In Carlisle, Pa., 2016’s Strongest Town, a Community Action Network organized by the local college president (years before the pandemic) could be a blueprint for small towns across America looking for efficient ways to communicate, collaborate and respond to emerging needs now and in the future.
It all started with breakfast. Dickinson College President Margee Ensign set up the CAN shortly after she arrived at the college in 2017 by arranging early morning meetings in her home with a handful of local leaders—the YWCA; United Way; the chamber of commerce, etc. The group has grown to more than 90 representatives of every community sector—schools, government, religious organizations, law enforcement, healthcare, food pantries and shelters, even the military. Ensign leads weekly meetings of the group via Zoom, which enables the CAN to quickly respond to emerging needs.
Some outcomes: Computer science students have helped small businesses build websites; the college created a one-stop-shop website listing organizations in need and how people can help them; empty buildings are now potential testing sites; pop-up food donation sites were established with produce and shelf-stable products from businesses and local farms; an emergency response fund was created; a community center was converted to a shelter; hand sanitizer made by a local distiller was quickly distributed to community members.
The original intent of the group was to identify community needs and meet them through collaboration, but the relationships built along the way have been paying untold dividends in the time of COVID-19.
To her credit, Ensign knows about living through crises. She previously led the American University of Nigeria when Boko Haram terrorists threatened the campus. She even helped rescue and secure an education for many of the schoolgirls who were captured by the militants. Like everyone else, she didn’t expect COVID-19 to reshape life in America or drastically change Dickinson College’s plans for the future. But she knew building relationships among community leaders early would be critical when a crisis of any kind came calling.
As President Ensign stated in a recently published op-ed: “Colleges are—and should be—at the epicenter of community responses to COVID. They can and should be the assembly point for community action.
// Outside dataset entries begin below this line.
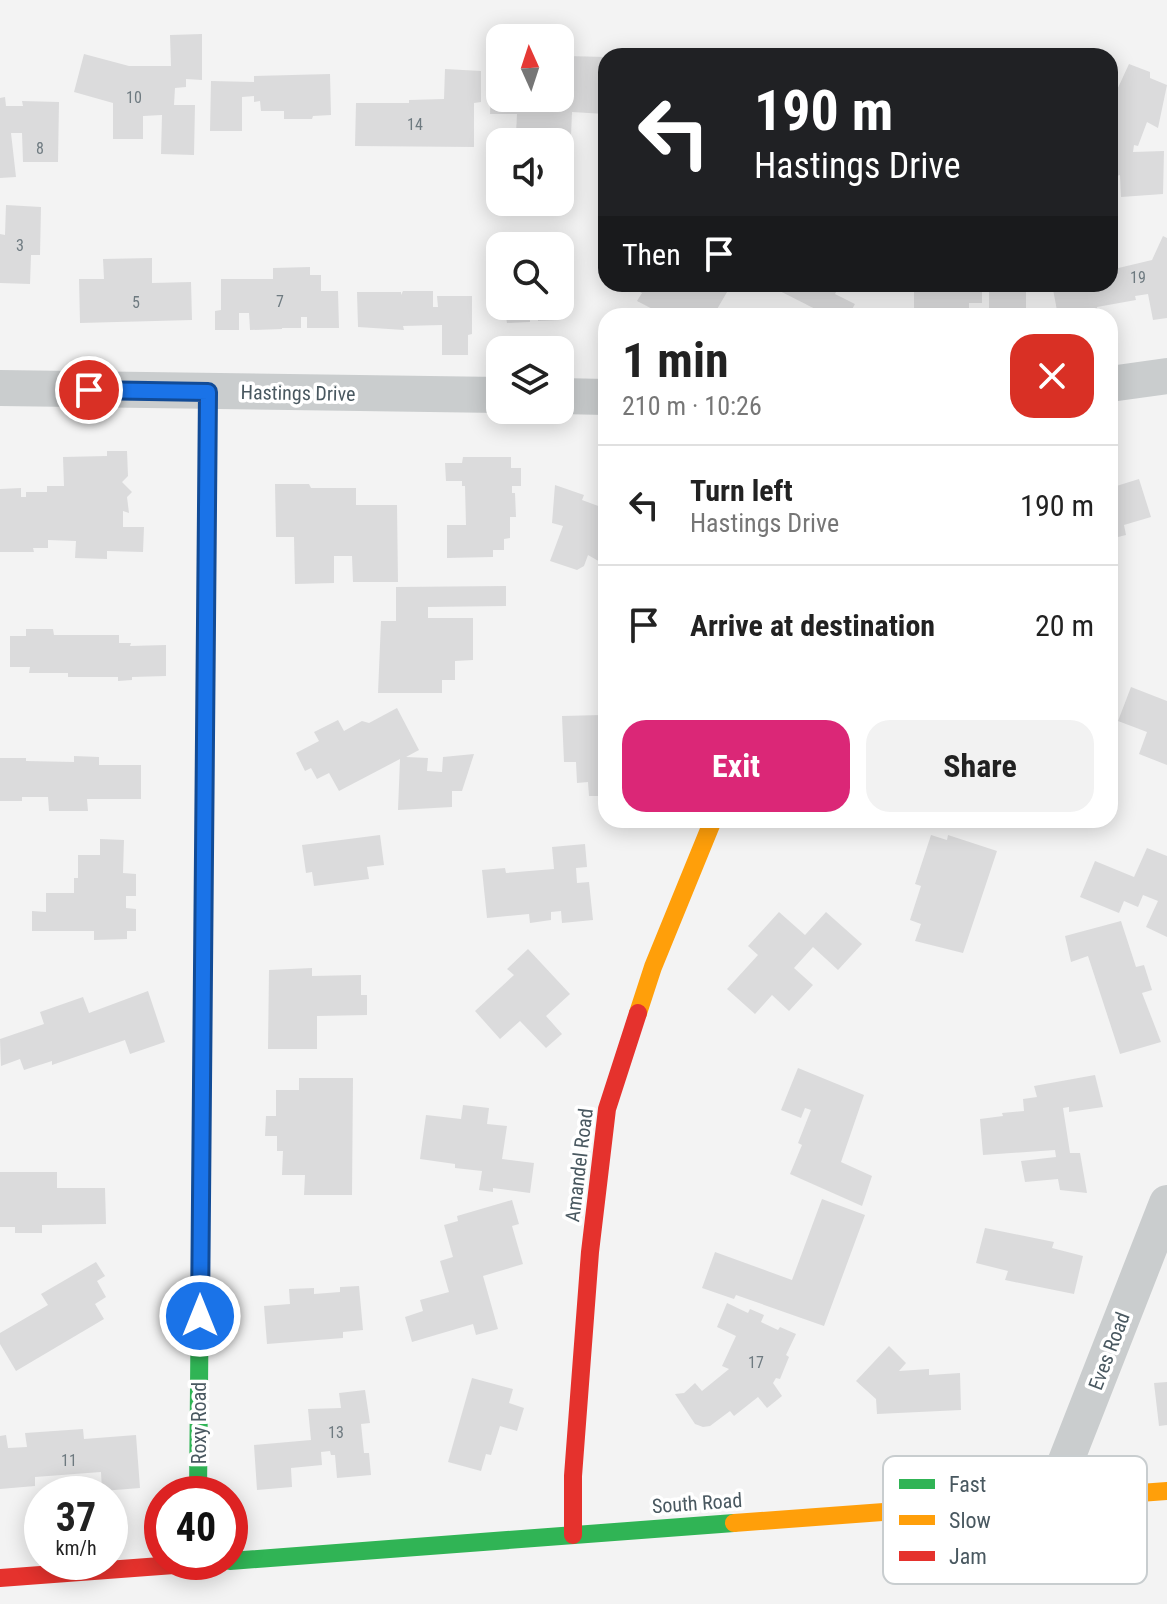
<!DOCTYPE html>
<meta charset="utf-8">
<style>
:root{--surface:#fff;--page:#f2f2f2;--text:#222;--muted:#767676;--line:#e0e0e0;--accent:#db2777}
body{margin:0;font-family:"Roboto Condensed",sans-serif;background:var(--page);color:var(--text);height:100vh;display:flex;flex-direction:column;font-size:30px;white-space:nowrap}
*{box-sizing:border-box;margin:0}
p{font-size:26px;color:var(--muted)}
.icon{flex:none;width:44px;height:44px;fill:none;stroke:currentColor;stroke-width:2;stroke-linecap:round;stroke-linejoin:round}
.map{position:relative;flex:1;overflow:hidden}
.panel{position:absolute;left:598px;top:308px;width:520px;height:520px;display:flex;flex-direction:column;background:var(--surface);border-radius:24px;box-shadow:0 4px 20px #0003}
.panel>*{flex:none}
.hud{position:absolute;left:598px;top:48px;width:520px;height:244px;border-radius:24px;box-shadow:0 4px 20px #0003;background:#202124;color:#fff;overflow:hidden}
.needle{width:52px;rotate:357deg}
.buttons{position:absolute;left:486px;top:24px;display:grid;gap:16px}
.buttons a{display:grid;place-items:center;width:88px;height:88px;border-radius:16px;background:var(--surface);box-shadow:0 4px 20px #0003;font-size:40px}
.speed{position:absolute;left:24px;top:1476px;display:flex;gap:16px;font-size:40px;font-weight:700;text-align:center}
.speed>*{display:grid;place-content:center;width:104px;height:104px;border-radius:50%;background:var(--surface);box-shadow:0 4px 20px #0003;line-height:1}
.speed small{font-size:20px;font-weight:400}
.speed .limit{border:12px solid #d22;background:#fff;color:#111}
.pin{position:absolute;display:grid;place-items:center;width:68px;height:68px;color:#fff;margin:-34px;border:4px solid #fff;border-radius:50%;box-shadow:0 2px 8px #0007}
.me{position:absolute;width:88px;margin:-44px;rotate:0deg;stroke-linejoin:round;filter:drop-shadow(0 0 6px #0008)}
.turn{display:flex;align-items:center;gap:28px;height:168px;padding:0 24px;font-size:36px}
.turn .icon{width:104px;height:104px;stroke-width:2.5}
.turn b{display:block;font-size:56px;line-height:68px}
.then{display:flex;align-items:center;height:76px;padding:0 24px;background:#0003;gap:16px;font-size:30px}
.round{display:grid;place-items:center;flex:none;width:84px;height:84px;border-radius:24px;background:var(--page)}
.head{display:flex;align-items:center;justify-content:space-between;height:136px;padding:0 24px}
h1{font-size:48px;font-weight:700;line-height:60px}
.button{display:flex;gap:16px;margin-top:auto;padding:16px 24px}
.button a{flex:1;height:92px;border-radius:24px;background:var(--accent);color:#fff;font-size:32px;font-weight:700;line-height:92px;text-align:center}
.button a+a{background:var(--page);color:var(--text)}
ul{padding:0;list-style:none}
li{display:flex;align-items:center;gap:24px;height:120px;padding:0 24px;border-top:2px solid var(--line)}
li div{flex:1}
li b{display:block;font-size:30px}
li em{font-style:normal}
.map>svg:first-child{display:block}
.building{fill:#dbdbdc}
.lines{fill:none;stroke-linecap:round;stroke-linejoin:round}
.street{stroke:#cacdce;stroke-width:36}
.fast{stroke:#30b455;stroke-width:18}
.slow{stroke:#ff9f0a;stroke-width:18}
.jam{stroke:#e5322d;stroke-width:18}
.route-casing{stroke:#114b97;stroke-width:20}
.route{stroke:#1a73e8;stroke-width:14}
.labels{text-anchor:middle;stroke-width:7;stroke-linejoin:round;paint-order:stroke}
.number-label{font-size:16px;fill:#6e7a80}
.street-label{font-size:20px;fill:#495860;stroke:#fff}
.key{fill:#fff;stroke:#c8cdcf;stroke-width:2}
.key-label{font-size:22px;fill:#495860}
</style>
<div class="map">
<svg width="1167" height="1604" viewBox="0 0 1167 1604">
<rect width="100%" height="100%" fill="#f3f3f3"/>
<!-- building -->
<g class="building">
<polygon points="202,34 202,80 186,79 186,87 175,88 174,105 195,105 194,155 161,154 162,115 143,116 143,139 113,139 113,103 74,92 84,54 129,66 171,66 170,35"/>
<polygon points="493,38 500,39 500,98 560,98 560,66 565,66 566,56 606,57 605,114 572,112 571,136 516,134 517,114 490,114"/>
<polygon points="1129,64 1150,72 1150,78 1167,85 1158,128 1147,122 1138,146 1134,145 1133,152 1164,151 1163,194 1121,197 1120,175 1110,178 1110,105"/>
<polygon points="445,69 481,71 481,102 474,103 474,147 355,146 356,103 409,103 409,100 444,99"/>
<polygon points="330,74 331,115 313,116 312,119 284,119 284,111 261,111 260,101 254,102 254,96 242,97 242,131 210,131 211,81 254,82 254,76"/>
<polygon points="5,97 6,106 23,106 22,101 59,102 58,162 23,162 22,133 11,133 16,177 0,178 0,98"/>
<polygon points="6,205 41,207 40,255 31,255 30,284 0,283 0,234 5,235"/>
<polygon points="1163,236 1167,238 1167,318 1153,320 1148,294 1135,296 1136,300 1097,307 1098,311 1058,316 1052,284 1110,284 1110,270 1152,260"/>
<polygon points="152,258 152,283 191,282 192,320 80,323 79,279 104,279 103,259"/>
<polygon points="310,267 310,275 321,275 321,291 338,291 339,328 307,328 307,317 301,317 301,328 282,328 283,317 282,329 250,330 249,313 239,313 239,330 215,330 215,311 221,310 221,279 273,279 273,268"/>
<polygon points="493,273 500,273 500,306 560,306 562,320 538,321 538,318 530,318 530,322 507,323 506,317 492,317"/>
<polygon points="626,284 725,284 730,287 713,316 691,316 678,309 674,316 666,316 637,301 642,293"/>
<polygon points="766,284 840,284 835,294 855,304 848,316 829,316"/>
<polygon points="914,284 1026,284 1026,316 989,316 989,292 982,292 982,303 969,303 969,316 914,316"/>
<polygon points="403,291 433,291 433,307 438,307 437,296 472,296 472,334 468,335 468,355 442,355 442,325 403,326 404,330 358,327 357,292 401,292 401,295"/>
<polygon points="107,451 127,451 128,476 122,482 132,492 127,497 129,513 123,511 123,527 144,527 143,552 107,551 107,559 75,558 76,541 48,540 48,548 33,548 34,552 0,552 0,489 21,488 21,497 26,497 26,492 47,492 47,486 64,486 63,457 107,456"/>
<polygon points="463,457 511,457 511,468 521,468 521,486 512,486 512,493 515,493 516,517 510,517 510,538 504,539 504,550 493,550 493,557 447,558 447,525 466,525 465,486 462,486 462,481 446,481 445,463 462,463"/>
<polygon points="1139,479 1151,517 1124,525 1126,535 1114,538 1116,544 1110,546 1110,488"/>
<polygon points="275,484 309,484 311,488 356,488 356,505 397,505 398,582 353,582 352,556 334,556 334,583 295,584 294,537 276,537"/>
<polygon points="555,485 584,495 582,500 601,507 606,505 606,557 602,563 588,555 584,566 577,570 550,561 563,526 552,523"/>
<polygon points="506,586 506,606 428,607 428,618 473,618 473,660 455,661 455,680 442,680 442,693 378,693 381,621 396,621 396,587"/>
<polygon points="26,629 53,629 54,635 119,635 119,643 131,643 130,646 166,645 166,676 132,677 132,680 118,681 118,677 68,677 68,673 29,673 30,667 10,667 10,636 26,636"/>
<polygon points="1131,687 1167,701 1167,765 1139,754 1147,732 1118,721"/>
<polygon points="397,708 419,750 406,757 428,758 427,771 442,772 443,757 474,754 462,791 452,791 452,807 398,810 400,759 339,791 329,773 317,779 311,768 305,771 296,753 319,741 314,732 338,720 344,731 362,721 369,723"/>
<polygon points="606,709 606,796 589,796 588,782 577,783 576,762 564,762 562,716 602,715 602,710"/>
<polygon points="74,756 99,757 99,765 141,765 141,799 87,799 88,811 49,811 48,797 22,797 22,801 0,801 0,758 26,758 26,761 74,762"/>
<polygon points="380,835 384,865 367,867 369,879 314,886 312,872 306,873 302,845"/>
<polygon points="931,835 947,840 948,835 997,851 963,953 915,941 921,924 910,920 921,886 915,884"/>
<polygon points="100,839 124,840 123,873 136,874 136,896 126,896 126,908 136,909 136,931 127,931 127,939 94,940 94,931 32,931 32,911 46,912 46,893 74,893 74,878 78,878 78,855 100,855"/>
<polygon points="585,844 587,867 576,868 577,883 589,882 593,920 562,923 561,911 551,912 551,920 530,923 529,914 487,918 482,870 505,868 506,873 554,869 552,847"/>
<polygon points="1147,848 1167,856 1167,937 1146,927 1158,901 1143,895 1138,907 1124,901 1119,913 1080,897 1095,861 1134,877"/>
<polygon points="779,912 805,935 826,912 862,944 838,970 813,947 794,968 813,985 789,1011 772,995 755,1014 727,989 758,955 748,946"/>
<polygon points="1121,921 1136,967 1144,965 1152,990 1142,993 1161,1042 1120,1054 1088,956 1071,962 1065,936"/>
<polygon points="528,949 570,994 546,1016 562,1034 546,1048 520,1021 500,1039 475,1011 514,975 507,969"/>
<polygon points="312,968 312,976 361,975 361,995 367,995 367,1015 317,1016 317,1049 268,1049 269,970"/>
<polygon points="148,991 165,1042 130,1054 125,1040 52,1065 52,1061 24,1070 20,1059 1,1066 0,1039 44,1024 40,1012 83,997 89,1013"/>
<polygon points="798,1068 864,1095 841,1162 872,1176 862,1206 790,1174 802,1145 798,1143 811,1110 805,1108 801,1118 781,1110"/>
<polygon points="1095,1075 1103,1107 1069,1112 1069,1107 1063,1108 1070,1153 1080,1153 1087,1193 1060,1190 1058,1179 1025,1182 1021,1161 1056,1157 1055,1150 983,1155 980,1119 1003,1116 1002,1113 1024,1111 1023,1099 1037,1097 1034,1086"/>
<polygon points="299,1078 353,1078 352,1195 304,1195 305,1175 282,1175 283,1151 277,1151 277,1136 265,1136 266,1116 276,1116 276,1090 299,1090"/>
<polygon points="463,1105 489,1108 487,1124 507,1126 502,1159 534,1163 530,1193 493,1188 493,1192 479,1190 482,1171 455,1168 455,1164 420,1159 426,1115 461,1119"/>
<polygon points="0,1172 57,1172 57,1188 105,1188 106,1224 42,1225 42,1233 15,1233 15,1227 0,1227"/>
<polygon points="822,1199 865,1215 824,1326 736,1295 734,1299 702,1288 715,1252 792,1280"/>
<polygon points="512,1200 519,1224 512,1226 523,1264 483,1276 498,1329 476,1335 473,1324 412,1342 405,1317 423,1311 420,1300 449,1292 440,1261 453,1257 444,1225 458,1221 457,1216"/>
<polygon points="985,1228 1054,1242 1052,1248 1083,1256 1074,1294 1005,1280 1008,1271 976,1263"/>
<polygon points="96,1262 105,1276 97,1281 106,1297 95,1304 104,1319 16,1371 0,1344 0,1333 48,1305 41,1294"/>
<polygon points="359,1286 363,1330 343,1332 343,1338 267,1344 264,1306 290,1304 289,1289 314,1288 314,1294 340,1292 340,1287"/>
<polygon points="727,1303 748,1313 750,1309 764,1315 761,1322 778,1330 780,1327 796,1334 786,1355 789,1357 780,1379 776,1378 773,1383 782,1396 767,1408 758,1397 734,1416 730,1411 710,1426 703,1427 695,1424 675,1394 684,1393 695,1383 702,1391 729,1369 722,1366 736,1336 717,1327"/>
<polygon points="889,1346 906,1363 899,1371 929,1369 929,1375 960,1373 961,1410 877,1414 876,1399 856,1381"/>
<polygon points="472,1378 513,1389 509,1403 524,1408 517,1431 500,1426 491,1455 486,1454 481,1471 448,1462"/>
<polygon points="1167,1382 1167,1425 1159,1426 1154,1383"/>
<polygon points="365,1390 370,1423 361,1424 364,1453 369,1453 371,1475 337,1478 335,1455 331,1455 330,1451 321,1452 322,1465 291,1468 292,1487 257,1490 254,1445 311,1440 308,1409 341,1408 339,1393"/>
<polygon points="83,1429 84,1439 136,1435 140,1488 102,1491 101,1472 35,1477 35,1486 0,1489 0,1436 6,1435 8,1448 27,1447 25,1433"/>
</g>
<g class="lines">
<!-- street -->
<g class="street">
<polyline points="1110,384 1167,376"/>
<polyline points="0,388 500,395"/>
<polyline points="560,396 606,397"/>
<polyline points="1051,1499 1167,1203"/>
</g>
<!-- fast -->
<g class="fast">
<polyline points="198,1494 202,1066"/>
<polyline points="230,1561 734,1523"/>
</g>
<!-- slow -->
<g class="slow">
<polyline points="638,1013 653,967 713,820"/>
<polyline points="202,1066 205,737"/>
<polyline points="734,1523 1167,1491"/>
</g>
<!-- jam -->
<g class="jam">
<polyline points="205,737 208,392"/>
<polyline points="573,1535 573,1476 590,1252 607,1109 638,1013"/>
<polyline points="0,1578 214,1562"/>
</g>
</g>
<g class="lines">
<defs>
<polyline id="route" points="89,390 208,392 200,1316"/>
</defs>
<!-- route casing -->
<use href="#route" class="route-casing"/>
<!-- route -->
<use href="#route" class="route"/>
</g>
<g class="labels">
<!-- number labels -->
<g class="number-label">
<text x="134" y="103">10</text>
<text x="415" y="130">14</text>
<text x="40" y="154">8</text>
<text x="20" y="251">3</text>
<text x="1138" y="283">19</text>
<text x="280" y="307">7</text>
<text x="136" y="308">5</text>
<text x="756" y="1368">17</text>
<text x="336" y="1438">13</text>
<text x="69" y="1466">11</text>
</g>
<!-- street labels -->
<g class="street-label">
<text transform="translate(298 393) rotate(1)" y="7">Hastings Drive</text>
<text transform="translate(579 1165) rotate(-83)" y="7">Amandel Road</text>
<text transform="translate(1109 1351) rotate(-69)" y="7">Eves Road</text>
<text transform="translate(199 1423) rotate(-90)" y="7">Roxy Road</text>
<text transform="translate(697 1503) rotate(-4)" y="7">South Road</text>
</g>
</g>
<!-- legend -->
<rect x="883" y="1456" width="264" height="128" rx="12" class="key"/>
<rect x="899" y="1479" width="36" height="10" fill="#30b455"/>
<rect x="899" y="1515" width="36" height="10" fill="#ff9f0a"/>
<rect x="899" y="1551" width="36" height="10" fill="#e5322d"/>
<g class="key-label">
<text x="949" y="1492">Fast</text>
<text x="949" y="1528">Slow</text>
<text x="949" y="1564">Jam</text>
</g>
</svg>
<div class="buttons">
<a><svg class="needle" viewBox="-14 -14 28 28"><path d="M0-13l5 13h-10z" fill="#e53935"/><path d="M0 13l5-13h-10z" fill="#767676"/></svg></a>
<a><svg class="icon" aria-label="sound" viewBox="0 0 24 24"><path d="M4 9h4l5-4v14l-5-4H4zM17 9q2 3 0 6"/></svg></a>
<a><svg class="icon" aria-label="search" viewBox="0 0 24 24"><circle cx="10" cy="10" r="6"/><path d="M15 15l6 6"/></svg></a>
<a><svg class="icon" aria-label="layers" viewBox="0 0 24 24"><path d="M12 4l9 5-9 5-9-5zM3 14l9 5 9-5"/></svg></a>
</div>
<div class="speed"><div>37<small>km/h</small></div><div class="limit">40</div></div>
<div class="pin" style="left:89px;top:390px;background:#d93025"><svg class="icon" aria-label="arrive" viewBox="0 0 24 24"><path d="M6 21V4h12l-3 4 3 4H6"/></svg></div>
<svg class="me" style="left:200px;top:1316px" viewBox="-20 -20 40 40"><circle r="17" fill="#1a73e8" stroke="#fff" stroke-width="3"/><path d="M0-11L8 9 0 5-8 9z" fill="#fff"/></svg>
<div class="hud">
<div class="turn"><svg class="icon" aria-label="left" viewBox="0 0 24 24"><path d="M17 20v-9H6M10 6l-5 5 5 5"/></svg><div><b>190 m</b>Hastings Drive</div></div>
<div class="then">Then<svg class="icon" aria-label="arrive" viewBox="0 0 24 24"><path d="M6 21V4h12l-3 4 3 4H6"/></svg></div>
</div>
<section class="panel">
<div class="head"><div><h1>1 min</h1><p>210 m · 10:26</p></div><a class="round" style="background:#d93025;color:#fff"><svg class="icon" aria-label="close" viewBox="0 0 24 24"><path d="M6 6l12 12M18 6L6 18"/></svg></a></div>
<ul>
<li><svg class="icon" aria-label="left" viewBox="0 0 24 24"><path d="M17 20v-9H6M10 6l-5 5 5 5"/></svg><div><b>Turn left</b><p>Hastings Drive</p></div><em>190 m</em></li>
<li><svg class="icon" aria-label="arrive" viewBox="0 0 24 24"><path d="M6 21V4h12l-3 4 3 4H6"/></svg><div><b>Arrive at destination</b></div><em>20 m</em></li>
</ul>
<div class="button"><a>Exit</a><a>Share</a></div>
</section>
</div>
It’s imperative that colleges start building or strengthening relationships with leaders in their communities now, to help in recovery and before the next crisis or disaster occurs.”
Of course, not every town is a college town, but most towns certainly have groups of similar leaders across sectors who could come together to form their own community action networks. We were fortunate our CAN was in place and the relationships had been built before COVID-19 hit.